**WHAT IS REQUIRED:** Include in the output exactly the lines from the opening of the data through the line containing "Localize all text and symbols in this", and nothing more.

Saved entries
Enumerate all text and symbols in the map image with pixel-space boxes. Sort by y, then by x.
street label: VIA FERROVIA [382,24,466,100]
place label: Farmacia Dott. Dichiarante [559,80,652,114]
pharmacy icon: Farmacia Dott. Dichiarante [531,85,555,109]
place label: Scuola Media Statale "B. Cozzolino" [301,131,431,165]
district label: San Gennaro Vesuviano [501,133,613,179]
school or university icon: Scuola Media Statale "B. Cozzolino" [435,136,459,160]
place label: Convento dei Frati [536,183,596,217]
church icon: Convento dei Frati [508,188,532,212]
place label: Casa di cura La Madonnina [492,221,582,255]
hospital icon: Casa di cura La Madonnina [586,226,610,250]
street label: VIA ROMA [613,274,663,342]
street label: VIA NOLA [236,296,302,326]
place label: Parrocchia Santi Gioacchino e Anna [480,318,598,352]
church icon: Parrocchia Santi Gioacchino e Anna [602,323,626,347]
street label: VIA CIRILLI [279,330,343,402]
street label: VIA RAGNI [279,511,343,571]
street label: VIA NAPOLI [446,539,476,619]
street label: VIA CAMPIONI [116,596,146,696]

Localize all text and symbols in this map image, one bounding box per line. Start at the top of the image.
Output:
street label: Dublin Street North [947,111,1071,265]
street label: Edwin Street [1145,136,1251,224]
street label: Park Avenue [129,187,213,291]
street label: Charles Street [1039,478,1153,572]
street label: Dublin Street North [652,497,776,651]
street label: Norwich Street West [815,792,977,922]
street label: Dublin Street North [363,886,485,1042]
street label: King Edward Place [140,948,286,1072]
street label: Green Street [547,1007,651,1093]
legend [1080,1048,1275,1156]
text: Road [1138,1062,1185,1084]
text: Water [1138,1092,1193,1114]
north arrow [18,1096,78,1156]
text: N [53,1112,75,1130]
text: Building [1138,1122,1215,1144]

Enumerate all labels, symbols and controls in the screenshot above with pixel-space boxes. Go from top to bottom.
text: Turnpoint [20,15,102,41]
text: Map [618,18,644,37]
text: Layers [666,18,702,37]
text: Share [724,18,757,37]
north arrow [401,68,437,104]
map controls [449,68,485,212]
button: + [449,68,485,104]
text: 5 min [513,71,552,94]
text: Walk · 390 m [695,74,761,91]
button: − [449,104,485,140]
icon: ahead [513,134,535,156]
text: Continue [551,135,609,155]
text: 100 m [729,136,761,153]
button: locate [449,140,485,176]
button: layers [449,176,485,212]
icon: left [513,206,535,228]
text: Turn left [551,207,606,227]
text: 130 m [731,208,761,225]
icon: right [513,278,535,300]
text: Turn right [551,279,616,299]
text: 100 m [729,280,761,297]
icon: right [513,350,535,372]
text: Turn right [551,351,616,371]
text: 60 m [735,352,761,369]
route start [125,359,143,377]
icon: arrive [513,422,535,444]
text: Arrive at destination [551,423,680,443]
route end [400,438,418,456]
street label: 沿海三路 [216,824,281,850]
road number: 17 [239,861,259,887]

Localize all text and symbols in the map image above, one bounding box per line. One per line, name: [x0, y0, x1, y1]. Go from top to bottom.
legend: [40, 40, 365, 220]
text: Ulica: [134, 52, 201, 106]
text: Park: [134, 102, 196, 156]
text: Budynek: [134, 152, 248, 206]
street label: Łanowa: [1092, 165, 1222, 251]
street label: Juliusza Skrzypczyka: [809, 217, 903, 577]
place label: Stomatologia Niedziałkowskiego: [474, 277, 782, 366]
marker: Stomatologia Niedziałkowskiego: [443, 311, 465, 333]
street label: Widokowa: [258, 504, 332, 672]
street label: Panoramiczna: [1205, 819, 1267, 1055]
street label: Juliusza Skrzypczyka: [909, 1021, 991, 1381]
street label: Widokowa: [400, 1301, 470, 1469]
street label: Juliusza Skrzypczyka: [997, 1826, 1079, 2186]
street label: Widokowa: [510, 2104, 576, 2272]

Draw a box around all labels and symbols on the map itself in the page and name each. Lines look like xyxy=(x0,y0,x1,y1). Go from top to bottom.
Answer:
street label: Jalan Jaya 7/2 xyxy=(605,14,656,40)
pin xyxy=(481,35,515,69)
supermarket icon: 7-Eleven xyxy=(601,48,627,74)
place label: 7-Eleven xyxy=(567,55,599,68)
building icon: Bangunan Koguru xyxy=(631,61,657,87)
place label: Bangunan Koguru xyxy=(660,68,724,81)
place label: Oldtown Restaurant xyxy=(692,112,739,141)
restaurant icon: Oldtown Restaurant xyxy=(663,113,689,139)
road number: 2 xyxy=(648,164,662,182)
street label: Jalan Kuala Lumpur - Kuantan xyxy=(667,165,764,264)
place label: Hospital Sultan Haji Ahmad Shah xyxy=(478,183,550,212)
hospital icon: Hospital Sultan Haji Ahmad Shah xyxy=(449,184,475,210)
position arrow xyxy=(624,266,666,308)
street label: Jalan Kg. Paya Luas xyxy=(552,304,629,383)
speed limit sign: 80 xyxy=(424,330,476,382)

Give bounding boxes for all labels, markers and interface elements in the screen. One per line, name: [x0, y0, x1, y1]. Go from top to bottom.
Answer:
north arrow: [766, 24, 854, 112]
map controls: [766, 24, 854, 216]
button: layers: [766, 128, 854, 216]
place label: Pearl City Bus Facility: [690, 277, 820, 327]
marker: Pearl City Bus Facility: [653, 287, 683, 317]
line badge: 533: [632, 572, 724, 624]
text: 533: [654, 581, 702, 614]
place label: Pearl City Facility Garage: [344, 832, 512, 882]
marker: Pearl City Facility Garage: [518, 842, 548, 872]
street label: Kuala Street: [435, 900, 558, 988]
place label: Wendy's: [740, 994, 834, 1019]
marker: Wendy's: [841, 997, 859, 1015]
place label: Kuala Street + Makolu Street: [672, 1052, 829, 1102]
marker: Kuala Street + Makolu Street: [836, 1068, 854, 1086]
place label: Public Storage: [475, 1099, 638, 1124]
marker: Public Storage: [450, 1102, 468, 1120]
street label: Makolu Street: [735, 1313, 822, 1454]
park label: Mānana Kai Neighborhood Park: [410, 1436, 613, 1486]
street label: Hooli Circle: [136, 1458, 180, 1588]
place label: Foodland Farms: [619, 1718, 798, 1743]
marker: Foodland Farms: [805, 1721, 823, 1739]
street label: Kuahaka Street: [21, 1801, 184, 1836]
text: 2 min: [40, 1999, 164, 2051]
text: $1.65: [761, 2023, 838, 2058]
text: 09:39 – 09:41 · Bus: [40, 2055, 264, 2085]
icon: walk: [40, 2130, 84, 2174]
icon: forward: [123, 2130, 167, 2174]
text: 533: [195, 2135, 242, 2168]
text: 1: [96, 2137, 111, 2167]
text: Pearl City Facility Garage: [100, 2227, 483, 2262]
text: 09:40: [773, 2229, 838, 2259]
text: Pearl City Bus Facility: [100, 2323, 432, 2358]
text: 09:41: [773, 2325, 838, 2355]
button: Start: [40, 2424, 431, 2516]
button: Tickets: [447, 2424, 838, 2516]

**THE COMPLETED TASK:**
Enumerate all text and symbols in the map image with pixel-space boxes. Sort by y, then by x.
street label: VIA FERROVIA [382,24,466,100]
place label: Farmacia Dott. Dichiarante [559,80,652,114]
pharmacy icon: Farmacia Dott. Dichiarante [531,85,555,109]
place label: Scuola Media Statale "B. Cozzolino" [301,131,431,165]
district label: San Gennaro Vesuviano [501,133,613,179]
school or university icon: Scuola Media Statale "B. Cozzolino" [435,136,459,160]
place label: Convento dei Frati [536,183,596,217]
church icon: Convento dei Frati [508,188,532,212]
place label: Casa di cura La Madonnina [492,221,582,255]
hospital icon: Casa di cura La Madonnina [586,226,610,250]
street label: VIA ROMA [613,274,663,342]
street label: VIA NOLA [236,296,302,326]
place label: Parrocchia Santi Gioacchino e Anna [480,318,598,352]
church icon: Parrocchia Santi Gioacchino e Anna [602,323,626,347]
street label: VIA CIRILLI [279,330,343,402]
street label: VIA RAGNI [279,511,343,571]
street label: VIA NAPOLI [446,539,476,619]
street label: VIA CAMPIONI [116,596,146,696]

Localize all text and symbols in this map image, one bounding box per line. Start at the top of the image.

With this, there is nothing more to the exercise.